--- SOURCE DATA ---
┄┄┄┄┄┄┄┄┄┄

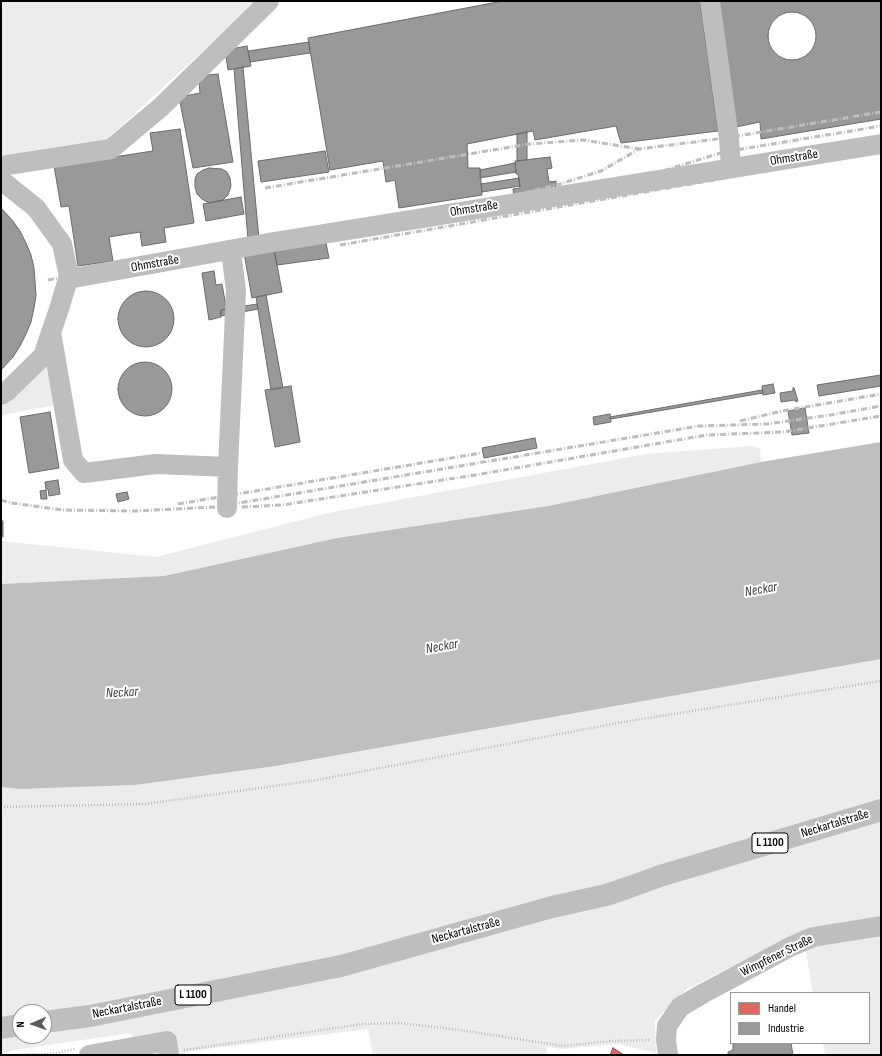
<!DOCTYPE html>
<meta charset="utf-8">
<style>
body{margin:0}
#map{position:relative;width:882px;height:1056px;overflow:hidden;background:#fff;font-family:"Sofia Sans Condensed",sans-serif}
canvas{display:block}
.frame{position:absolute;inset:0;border:2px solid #000;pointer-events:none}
.legend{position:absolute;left:730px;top:992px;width:140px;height:52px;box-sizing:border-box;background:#fff;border:1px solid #999;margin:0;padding:5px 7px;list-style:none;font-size:12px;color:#000}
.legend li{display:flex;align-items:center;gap:8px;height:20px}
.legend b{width:20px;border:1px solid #999}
.north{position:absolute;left:12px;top:1004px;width:40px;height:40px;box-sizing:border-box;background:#fff;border:1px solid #999;border-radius:50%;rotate:268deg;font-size:11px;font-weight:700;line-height:16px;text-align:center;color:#000}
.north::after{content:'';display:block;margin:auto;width:14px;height:18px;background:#595959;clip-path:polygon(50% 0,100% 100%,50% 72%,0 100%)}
</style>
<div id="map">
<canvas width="882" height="1056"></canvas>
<div class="frame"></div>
<ul class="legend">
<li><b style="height:11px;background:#e06666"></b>Handel</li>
<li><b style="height:11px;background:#999"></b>Industrie</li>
</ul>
<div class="north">N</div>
</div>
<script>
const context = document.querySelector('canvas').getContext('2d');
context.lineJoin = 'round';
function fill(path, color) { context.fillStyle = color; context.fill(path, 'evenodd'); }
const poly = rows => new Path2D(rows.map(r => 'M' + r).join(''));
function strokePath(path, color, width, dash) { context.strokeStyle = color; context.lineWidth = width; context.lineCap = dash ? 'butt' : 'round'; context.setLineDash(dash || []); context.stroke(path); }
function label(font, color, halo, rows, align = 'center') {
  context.font = font + ' "Sofia Sans Condensed",sans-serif'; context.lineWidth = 4; context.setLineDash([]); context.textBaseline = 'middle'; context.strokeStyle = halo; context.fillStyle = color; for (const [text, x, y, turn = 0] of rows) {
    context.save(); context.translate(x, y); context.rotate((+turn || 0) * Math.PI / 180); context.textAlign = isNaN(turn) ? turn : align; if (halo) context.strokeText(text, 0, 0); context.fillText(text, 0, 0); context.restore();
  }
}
const green = poly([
 [1,1,254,1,220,35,105,141,1,159],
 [50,354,57,405,1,415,1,398],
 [750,446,760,448,761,462,548,506,337,538,164,576,1,584,1,541,156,557,328,513,646,454],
 [881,659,881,1055,825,1055,823,1043,869,1043,869,993,813,993,806,952,800,932,687,989,655,1020,656,1053,618,1044,561,1049,547,1047,546,1055,373,1055,368,1029,192,1051,182,1055,138,1055,131,1033,20,1049,1,1054,1,787,20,789,135,785,276,766],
 [20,1012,44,1012,44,1036,20,1036]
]);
const water = poly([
 [881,442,881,659,276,766,135,785,20,789,1,787,1,584,164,576,337,538,548,506,761,462]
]);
const shops = poly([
 [613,1048,624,1055,610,1055,613,1048]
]);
const industry = poly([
 [503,1,700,1,718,131,621,143,616,126,535,140,533,131,467,144,468,168,480,168,482,195,399,208,395,180,386,182,383,161,330,170,308,38,503,1],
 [719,1,881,1,881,119,761,139,760,122,736,127,719,1],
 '768 36a24 24 0 1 1 48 0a24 24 0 1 1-48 0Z',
 [309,42,310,53,250,62,248,51,309,42],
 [247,46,251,66,228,70,225,50,247,46],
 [243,67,260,250,249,252,234,69,243,67],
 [218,74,233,162,193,168,179,97,200,93,199,82,208,75,218,74],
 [180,129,194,223,164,228,166,242,142,246,140,232,109,237,113,261,78,266,69,206,61,207,54,166,153,151,150,133,180,129],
 [527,132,527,160,517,161,517,134,527,132],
 [325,151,329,172,261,182,258,161,325,151],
 [550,157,552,168,547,169,549,182,556,181,557,194,514,199,513,189,520,188,518,174,516,174,515,161,550,157],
 [515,163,516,172,480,178,480,170,515,163],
 [209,168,222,169,227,172,230,178,231,186,228,195,223,200,209,203,202,199,197,194,195,187,195,179,197,174,203,170,209,168],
 [519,178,520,186,482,192,481,184,519,178],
 [241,197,244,214,206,221,203,204,241,197],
 [1,208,12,220,20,231,26,243,31,255,34,268,36,295,34,308,31,322,26,334,20,346,13,357,1,370,1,208],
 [326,243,329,258,277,265,274,251,326,243],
 [274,248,282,292,252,298,244,253,274,248],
 [214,271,216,285,222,284,225,301,229,300,231,309,221,310,221,317,209,320,202,273,214,271],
 '118 319a28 28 0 1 1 56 0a28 28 0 1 1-56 0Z',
 [266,295,283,388,271,390,256,297,266,295],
 [257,304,258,309,221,316,221,310,257,304],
 '118 389a27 27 0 1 1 54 0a27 27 0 1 1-54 0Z',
 [881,375,881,386,819,396,817,385,881,375],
 [773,384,775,393,763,395,762,386,773,384],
 [291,386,300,442,275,447,265,390,291,386],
 [793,388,794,388,795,391,798,401,796,402,795,400,781,402,780,393,793,391,793,388],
 [762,390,763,393,611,419,610,417,762,390],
 [805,408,809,433,792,435,788,411,805,408],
 [50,412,59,468,29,473,20,417,50,412],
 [610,414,611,422,594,425,593,417,610,414],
 [535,438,537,448,484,458,482,448,535,438],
 [58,480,60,494,49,496,48,489,46,489,45,482,58,480],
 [46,490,47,499,41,499,40,491,46,490],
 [127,492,129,499,118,502,116,494,127,492],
 [1,520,3,521,3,537,1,537,1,520],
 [733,1043,791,1043,793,1055,728,1055,728,1052,733,1050,733,1043]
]);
const path = poly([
 [1,807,145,804,317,780,623,722,881,681],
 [184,1050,363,1024,400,1023,460,1030,563,1046,611,1041,650,1040],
 [8,1055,52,1054,75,1049]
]);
const minor = poly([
 [710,1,729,138,731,168],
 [1,166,111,149,161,107,269,1],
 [1,180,36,208,62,244,69,276,59,309,43,356,6,392,1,395],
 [68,279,268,243,881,144],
 [51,332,73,460,84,473,156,464,228,467],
 [227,508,228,467,236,291,231,250],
 [89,1055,167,1041,169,1055],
 [668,1055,666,1040,667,1026,680,1007,704,993,790,947,813,937,881,926]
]);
const major = poly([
 [44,1022,90,1016,341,966,552,907,606,895,627,888,660,876,881,810],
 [1,1028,20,1025]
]);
const rail = poly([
 [265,188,529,144,583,140,639,149],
 [581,199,672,168,724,152,881,126],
 [369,225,416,222,585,196],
 [340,245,881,151],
 [48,280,171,257,238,241,491,201,560,184,601,171,639,149,725,138,881,112],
 [740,421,782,411,881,394],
 [1,500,12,503,62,510,136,511,215,507,699,426,767,424,830,415,881,406],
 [178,504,481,453],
 [242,507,282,505,475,475,707,435,783,432,881,416]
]);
const shields = [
 [770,843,36],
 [193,995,36]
];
const shieldNames = [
 ["L 1100",770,843],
 ["L 1100",193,995]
];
const streetNames = [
 ["Ohmstraße",794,158,-9],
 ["Ohmstraße",474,209,-9],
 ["Ohmstraße",155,264,-10],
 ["Neckartalstraße",835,824,-17],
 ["Neckartalstraße",466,931,-15],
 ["Wimpfener Straße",777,956,-26],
 ["Neckartalstraße",127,1008,-11]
];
const waterNames = [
 ["Neckar",761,590,-10],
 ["Neckar",442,647,-10],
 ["Neckar",122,693,-3]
];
fill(green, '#ececec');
fill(water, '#bfbfbf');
fill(shops, '#e06666');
strokePath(shops, '#9d4747', 1);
fill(industry, '#999');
strokePath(industry, '#6b6b6b', 1);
strokePath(path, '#b9b9b9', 2.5, [1, 2]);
strokePath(minor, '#bebebe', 20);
strokePath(major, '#bebebe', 22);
strokePath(rail, '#bebebe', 3, [6, 2, 1, 2]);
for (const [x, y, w] of shields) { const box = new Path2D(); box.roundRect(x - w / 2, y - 10, w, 20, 3); context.fillStyle = '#fff'; context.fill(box); strokePath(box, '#000', 1); }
label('bold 12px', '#000', null, shieldNames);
label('13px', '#000', '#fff', streetNames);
label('italic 14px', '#444', '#fff', waterNames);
</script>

┄┄┄┄┄┄┄┄┄┄

--- WHAT THIS TASK INVOLVES ---
From the listing above, copy every line that includes the word "function".

--- TASK OUTPUT ---
function fill(path, color) { context.fillStyle = color; context.fill(path, 'evenodd'); }
function strokePath(path, color, width, dash) { context.strokeStyle = color; context.lineWidth = width; context.lineCap = dash ? 'butt' : 'round'; context.setLineDash(dash || []); context.stroke(path); }
function label(font, color, halo, rows, align = 'center') {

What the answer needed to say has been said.